Work to complete: Only a number is expected: how many lines in the data below contain the word "weight".
━━━━━ Input data
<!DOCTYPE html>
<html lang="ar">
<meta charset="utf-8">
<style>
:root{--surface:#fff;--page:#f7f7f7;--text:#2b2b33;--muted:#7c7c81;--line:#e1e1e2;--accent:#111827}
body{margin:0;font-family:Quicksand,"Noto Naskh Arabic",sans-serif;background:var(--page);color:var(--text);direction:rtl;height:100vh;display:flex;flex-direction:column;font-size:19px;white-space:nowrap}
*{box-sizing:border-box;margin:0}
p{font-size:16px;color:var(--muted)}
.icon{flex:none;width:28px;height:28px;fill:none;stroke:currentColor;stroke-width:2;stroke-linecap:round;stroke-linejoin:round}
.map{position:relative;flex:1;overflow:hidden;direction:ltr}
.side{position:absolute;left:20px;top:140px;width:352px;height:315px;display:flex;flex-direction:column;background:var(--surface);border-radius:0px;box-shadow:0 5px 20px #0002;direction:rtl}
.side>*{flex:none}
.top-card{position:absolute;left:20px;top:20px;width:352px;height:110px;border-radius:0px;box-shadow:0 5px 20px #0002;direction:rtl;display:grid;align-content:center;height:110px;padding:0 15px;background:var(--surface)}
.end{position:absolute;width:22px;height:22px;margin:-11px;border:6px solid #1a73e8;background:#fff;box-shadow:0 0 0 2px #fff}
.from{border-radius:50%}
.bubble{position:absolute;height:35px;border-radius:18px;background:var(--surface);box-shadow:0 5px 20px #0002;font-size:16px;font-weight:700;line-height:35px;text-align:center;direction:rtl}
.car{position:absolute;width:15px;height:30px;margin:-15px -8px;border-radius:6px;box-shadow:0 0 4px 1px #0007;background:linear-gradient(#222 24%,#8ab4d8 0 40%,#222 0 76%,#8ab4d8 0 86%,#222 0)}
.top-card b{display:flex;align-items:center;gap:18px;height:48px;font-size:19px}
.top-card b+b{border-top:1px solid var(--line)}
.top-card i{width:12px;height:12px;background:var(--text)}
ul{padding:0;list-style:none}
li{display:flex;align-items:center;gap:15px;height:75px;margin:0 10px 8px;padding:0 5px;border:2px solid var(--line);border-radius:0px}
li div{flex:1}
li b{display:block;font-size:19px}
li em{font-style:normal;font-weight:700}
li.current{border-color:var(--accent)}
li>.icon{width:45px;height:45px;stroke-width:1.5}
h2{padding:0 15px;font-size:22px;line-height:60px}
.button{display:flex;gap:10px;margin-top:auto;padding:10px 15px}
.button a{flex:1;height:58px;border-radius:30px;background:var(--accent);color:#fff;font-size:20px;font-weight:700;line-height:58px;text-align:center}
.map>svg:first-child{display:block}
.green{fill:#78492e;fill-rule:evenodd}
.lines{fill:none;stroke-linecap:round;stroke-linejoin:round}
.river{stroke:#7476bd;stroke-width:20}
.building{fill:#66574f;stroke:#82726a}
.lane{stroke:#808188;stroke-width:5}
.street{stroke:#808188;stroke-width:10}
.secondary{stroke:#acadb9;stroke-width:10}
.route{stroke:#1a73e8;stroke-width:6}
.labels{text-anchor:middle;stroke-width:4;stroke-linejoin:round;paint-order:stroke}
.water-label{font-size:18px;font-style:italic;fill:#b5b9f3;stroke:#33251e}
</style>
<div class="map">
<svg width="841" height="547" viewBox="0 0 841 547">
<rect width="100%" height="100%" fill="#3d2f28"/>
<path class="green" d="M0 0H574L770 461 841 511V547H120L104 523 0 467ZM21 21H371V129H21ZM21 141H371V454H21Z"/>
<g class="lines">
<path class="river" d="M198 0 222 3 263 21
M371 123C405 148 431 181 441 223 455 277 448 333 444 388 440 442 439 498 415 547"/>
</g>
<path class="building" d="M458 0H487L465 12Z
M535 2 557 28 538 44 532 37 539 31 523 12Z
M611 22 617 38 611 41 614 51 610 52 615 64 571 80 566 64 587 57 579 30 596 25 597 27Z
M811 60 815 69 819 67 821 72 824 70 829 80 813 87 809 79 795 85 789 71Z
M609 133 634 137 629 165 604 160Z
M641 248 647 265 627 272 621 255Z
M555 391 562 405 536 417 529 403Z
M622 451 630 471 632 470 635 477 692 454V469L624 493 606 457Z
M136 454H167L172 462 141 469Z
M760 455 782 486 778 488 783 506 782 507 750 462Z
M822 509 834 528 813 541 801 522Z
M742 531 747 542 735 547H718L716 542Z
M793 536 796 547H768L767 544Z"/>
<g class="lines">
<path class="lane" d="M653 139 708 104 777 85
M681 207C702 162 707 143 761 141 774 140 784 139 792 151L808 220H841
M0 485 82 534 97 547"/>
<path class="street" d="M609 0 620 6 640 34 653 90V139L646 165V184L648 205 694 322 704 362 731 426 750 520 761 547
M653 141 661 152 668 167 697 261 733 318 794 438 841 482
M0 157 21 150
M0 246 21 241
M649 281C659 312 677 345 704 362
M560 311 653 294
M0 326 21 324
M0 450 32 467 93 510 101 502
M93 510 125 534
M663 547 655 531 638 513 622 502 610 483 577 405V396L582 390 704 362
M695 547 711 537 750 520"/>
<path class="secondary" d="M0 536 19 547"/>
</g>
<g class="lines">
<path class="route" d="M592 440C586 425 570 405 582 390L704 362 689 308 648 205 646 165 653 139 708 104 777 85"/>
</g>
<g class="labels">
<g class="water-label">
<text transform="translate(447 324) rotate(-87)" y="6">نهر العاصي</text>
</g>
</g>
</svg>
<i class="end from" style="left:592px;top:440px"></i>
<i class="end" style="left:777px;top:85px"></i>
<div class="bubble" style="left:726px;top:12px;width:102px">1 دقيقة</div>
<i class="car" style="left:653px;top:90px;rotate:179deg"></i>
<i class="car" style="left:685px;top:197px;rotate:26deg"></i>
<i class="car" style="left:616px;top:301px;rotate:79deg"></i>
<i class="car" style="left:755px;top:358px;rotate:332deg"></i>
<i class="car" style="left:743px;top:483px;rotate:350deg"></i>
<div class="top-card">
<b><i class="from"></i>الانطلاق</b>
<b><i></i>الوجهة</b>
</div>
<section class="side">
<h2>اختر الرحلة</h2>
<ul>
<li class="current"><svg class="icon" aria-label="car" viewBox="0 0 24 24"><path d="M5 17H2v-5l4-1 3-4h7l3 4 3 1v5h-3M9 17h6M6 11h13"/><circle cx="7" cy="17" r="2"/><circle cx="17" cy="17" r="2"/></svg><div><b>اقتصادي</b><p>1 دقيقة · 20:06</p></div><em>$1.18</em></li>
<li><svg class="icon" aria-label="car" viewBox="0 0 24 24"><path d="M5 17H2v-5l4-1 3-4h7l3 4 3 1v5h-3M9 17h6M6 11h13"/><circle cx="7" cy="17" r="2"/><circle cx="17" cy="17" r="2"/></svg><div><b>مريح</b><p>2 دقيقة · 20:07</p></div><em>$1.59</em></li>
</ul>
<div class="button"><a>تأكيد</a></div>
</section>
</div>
━━━━━━━━━━
Response area: 3